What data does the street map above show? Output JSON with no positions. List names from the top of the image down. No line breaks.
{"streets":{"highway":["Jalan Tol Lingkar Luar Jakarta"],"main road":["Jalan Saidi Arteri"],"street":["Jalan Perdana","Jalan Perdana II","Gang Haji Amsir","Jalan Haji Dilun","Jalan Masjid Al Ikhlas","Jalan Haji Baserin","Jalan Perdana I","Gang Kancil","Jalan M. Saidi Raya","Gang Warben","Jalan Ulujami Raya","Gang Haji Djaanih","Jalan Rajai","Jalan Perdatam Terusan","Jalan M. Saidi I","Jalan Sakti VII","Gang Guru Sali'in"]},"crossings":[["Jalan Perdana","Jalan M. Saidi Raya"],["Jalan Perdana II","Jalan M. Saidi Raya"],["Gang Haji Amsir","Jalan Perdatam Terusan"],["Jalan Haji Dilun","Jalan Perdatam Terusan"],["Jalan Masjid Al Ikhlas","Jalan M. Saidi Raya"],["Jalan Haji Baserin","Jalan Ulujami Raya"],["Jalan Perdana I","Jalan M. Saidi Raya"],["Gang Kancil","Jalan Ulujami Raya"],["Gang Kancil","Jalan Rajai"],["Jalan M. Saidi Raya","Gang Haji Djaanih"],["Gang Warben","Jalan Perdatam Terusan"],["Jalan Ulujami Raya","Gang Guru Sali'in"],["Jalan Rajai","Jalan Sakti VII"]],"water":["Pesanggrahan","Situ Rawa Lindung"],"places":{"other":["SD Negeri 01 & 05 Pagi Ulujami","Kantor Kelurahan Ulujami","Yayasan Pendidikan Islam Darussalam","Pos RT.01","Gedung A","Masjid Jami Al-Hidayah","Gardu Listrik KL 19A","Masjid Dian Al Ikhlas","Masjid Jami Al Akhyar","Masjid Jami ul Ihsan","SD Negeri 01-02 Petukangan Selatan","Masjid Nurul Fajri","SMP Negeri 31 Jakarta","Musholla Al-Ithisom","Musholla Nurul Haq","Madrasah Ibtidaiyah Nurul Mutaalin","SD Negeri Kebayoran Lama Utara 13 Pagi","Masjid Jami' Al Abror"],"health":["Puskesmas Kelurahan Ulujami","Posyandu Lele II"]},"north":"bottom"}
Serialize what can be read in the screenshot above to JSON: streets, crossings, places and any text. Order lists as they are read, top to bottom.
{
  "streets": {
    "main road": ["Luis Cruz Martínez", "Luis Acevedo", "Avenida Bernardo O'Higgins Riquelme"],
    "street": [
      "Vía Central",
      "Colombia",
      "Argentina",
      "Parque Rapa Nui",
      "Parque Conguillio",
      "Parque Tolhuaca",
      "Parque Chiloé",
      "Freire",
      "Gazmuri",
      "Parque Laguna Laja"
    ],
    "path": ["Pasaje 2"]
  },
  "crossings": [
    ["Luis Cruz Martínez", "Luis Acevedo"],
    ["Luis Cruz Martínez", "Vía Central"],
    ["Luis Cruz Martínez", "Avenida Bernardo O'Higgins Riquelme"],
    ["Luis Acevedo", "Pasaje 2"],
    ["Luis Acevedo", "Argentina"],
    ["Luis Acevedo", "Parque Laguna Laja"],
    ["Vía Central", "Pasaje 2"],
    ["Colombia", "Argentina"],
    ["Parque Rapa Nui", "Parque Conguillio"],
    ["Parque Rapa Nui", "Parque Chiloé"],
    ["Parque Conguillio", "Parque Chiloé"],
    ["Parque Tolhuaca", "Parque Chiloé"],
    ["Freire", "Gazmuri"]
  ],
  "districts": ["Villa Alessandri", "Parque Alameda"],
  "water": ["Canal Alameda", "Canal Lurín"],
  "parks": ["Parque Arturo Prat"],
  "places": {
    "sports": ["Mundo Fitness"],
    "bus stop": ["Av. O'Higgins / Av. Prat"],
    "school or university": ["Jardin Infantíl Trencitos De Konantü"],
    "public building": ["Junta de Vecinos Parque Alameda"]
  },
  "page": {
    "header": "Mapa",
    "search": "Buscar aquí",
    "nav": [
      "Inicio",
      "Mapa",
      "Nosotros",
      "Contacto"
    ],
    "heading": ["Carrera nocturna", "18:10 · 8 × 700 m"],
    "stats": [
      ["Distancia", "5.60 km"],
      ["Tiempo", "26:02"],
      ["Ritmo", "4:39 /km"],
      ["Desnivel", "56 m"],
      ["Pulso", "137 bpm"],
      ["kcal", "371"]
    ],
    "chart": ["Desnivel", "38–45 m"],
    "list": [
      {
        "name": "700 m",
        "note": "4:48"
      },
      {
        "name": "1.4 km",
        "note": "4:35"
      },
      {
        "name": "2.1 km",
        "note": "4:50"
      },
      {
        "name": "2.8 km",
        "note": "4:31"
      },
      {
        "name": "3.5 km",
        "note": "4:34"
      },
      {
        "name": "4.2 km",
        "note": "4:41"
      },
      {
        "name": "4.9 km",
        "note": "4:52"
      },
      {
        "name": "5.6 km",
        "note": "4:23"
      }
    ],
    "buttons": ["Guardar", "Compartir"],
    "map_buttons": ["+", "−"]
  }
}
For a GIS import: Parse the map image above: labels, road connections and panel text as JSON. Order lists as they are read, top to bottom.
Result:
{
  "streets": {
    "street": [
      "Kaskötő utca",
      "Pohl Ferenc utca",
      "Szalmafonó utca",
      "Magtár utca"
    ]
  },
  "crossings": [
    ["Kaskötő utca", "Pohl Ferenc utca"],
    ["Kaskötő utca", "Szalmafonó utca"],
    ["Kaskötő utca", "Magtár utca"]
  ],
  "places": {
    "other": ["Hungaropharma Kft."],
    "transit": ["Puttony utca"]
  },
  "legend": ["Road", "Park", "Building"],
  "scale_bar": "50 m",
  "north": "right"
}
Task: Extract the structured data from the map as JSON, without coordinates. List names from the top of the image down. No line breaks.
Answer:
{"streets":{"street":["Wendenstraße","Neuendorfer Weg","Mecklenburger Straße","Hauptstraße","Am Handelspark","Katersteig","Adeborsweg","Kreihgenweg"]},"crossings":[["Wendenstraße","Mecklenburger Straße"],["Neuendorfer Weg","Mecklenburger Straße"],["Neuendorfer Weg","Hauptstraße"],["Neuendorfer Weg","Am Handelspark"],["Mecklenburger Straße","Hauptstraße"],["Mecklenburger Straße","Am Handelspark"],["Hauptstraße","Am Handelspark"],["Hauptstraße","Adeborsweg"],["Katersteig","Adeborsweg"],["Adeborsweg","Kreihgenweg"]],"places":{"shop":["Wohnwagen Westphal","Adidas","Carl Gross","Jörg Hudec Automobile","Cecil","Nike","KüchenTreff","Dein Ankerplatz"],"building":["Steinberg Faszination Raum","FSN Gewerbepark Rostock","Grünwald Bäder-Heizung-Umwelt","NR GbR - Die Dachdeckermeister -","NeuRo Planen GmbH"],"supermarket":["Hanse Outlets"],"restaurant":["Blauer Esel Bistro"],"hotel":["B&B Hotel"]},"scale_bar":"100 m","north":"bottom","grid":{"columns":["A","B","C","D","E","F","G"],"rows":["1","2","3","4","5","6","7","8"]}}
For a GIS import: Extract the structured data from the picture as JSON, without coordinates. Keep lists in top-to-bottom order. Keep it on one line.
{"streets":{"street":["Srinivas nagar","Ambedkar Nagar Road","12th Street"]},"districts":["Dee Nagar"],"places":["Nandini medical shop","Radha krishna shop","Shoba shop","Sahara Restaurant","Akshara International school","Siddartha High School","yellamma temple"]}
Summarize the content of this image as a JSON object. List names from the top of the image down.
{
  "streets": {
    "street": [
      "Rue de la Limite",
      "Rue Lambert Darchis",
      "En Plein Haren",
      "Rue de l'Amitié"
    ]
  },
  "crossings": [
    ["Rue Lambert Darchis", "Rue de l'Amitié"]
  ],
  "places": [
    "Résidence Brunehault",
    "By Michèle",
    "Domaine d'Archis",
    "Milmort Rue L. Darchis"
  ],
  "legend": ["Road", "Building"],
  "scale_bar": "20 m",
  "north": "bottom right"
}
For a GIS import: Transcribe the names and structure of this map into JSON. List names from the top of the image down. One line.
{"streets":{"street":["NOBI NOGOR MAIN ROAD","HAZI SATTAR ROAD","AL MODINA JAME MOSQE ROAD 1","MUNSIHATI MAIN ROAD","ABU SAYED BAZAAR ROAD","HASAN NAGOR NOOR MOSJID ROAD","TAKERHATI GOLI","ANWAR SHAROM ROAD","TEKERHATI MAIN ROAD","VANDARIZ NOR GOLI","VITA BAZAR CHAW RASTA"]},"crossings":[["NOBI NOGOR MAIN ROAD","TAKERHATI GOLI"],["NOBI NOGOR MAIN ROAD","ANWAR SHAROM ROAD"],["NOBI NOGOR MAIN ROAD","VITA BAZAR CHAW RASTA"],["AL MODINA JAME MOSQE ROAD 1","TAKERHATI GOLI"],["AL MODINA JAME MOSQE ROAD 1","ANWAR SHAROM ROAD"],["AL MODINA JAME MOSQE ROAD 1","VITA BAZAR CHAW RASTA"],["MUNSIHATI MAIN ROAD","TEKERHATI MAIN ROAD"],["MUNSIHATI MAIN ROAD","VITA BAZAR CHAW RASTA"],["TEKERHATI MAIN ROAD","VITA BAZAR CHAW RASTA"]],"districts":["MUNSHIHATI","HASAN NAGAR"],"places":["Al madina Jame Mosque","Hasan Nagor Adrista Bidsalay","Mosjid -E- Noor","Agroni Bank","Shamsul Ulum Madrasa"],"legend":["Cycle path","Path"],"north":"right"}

::::::::

Task prompt — Using the records above, copy every line that has the word "read" in it.

Written solution —
Serialize what can be read in the screenshot above to JSON: streets, crossings, places and any text. Order lists as they are read, top to bottom.
For a GIS import: Parse the map image above: labels, road connections and panel text as JSON. Order lists as they are read, top to bottom.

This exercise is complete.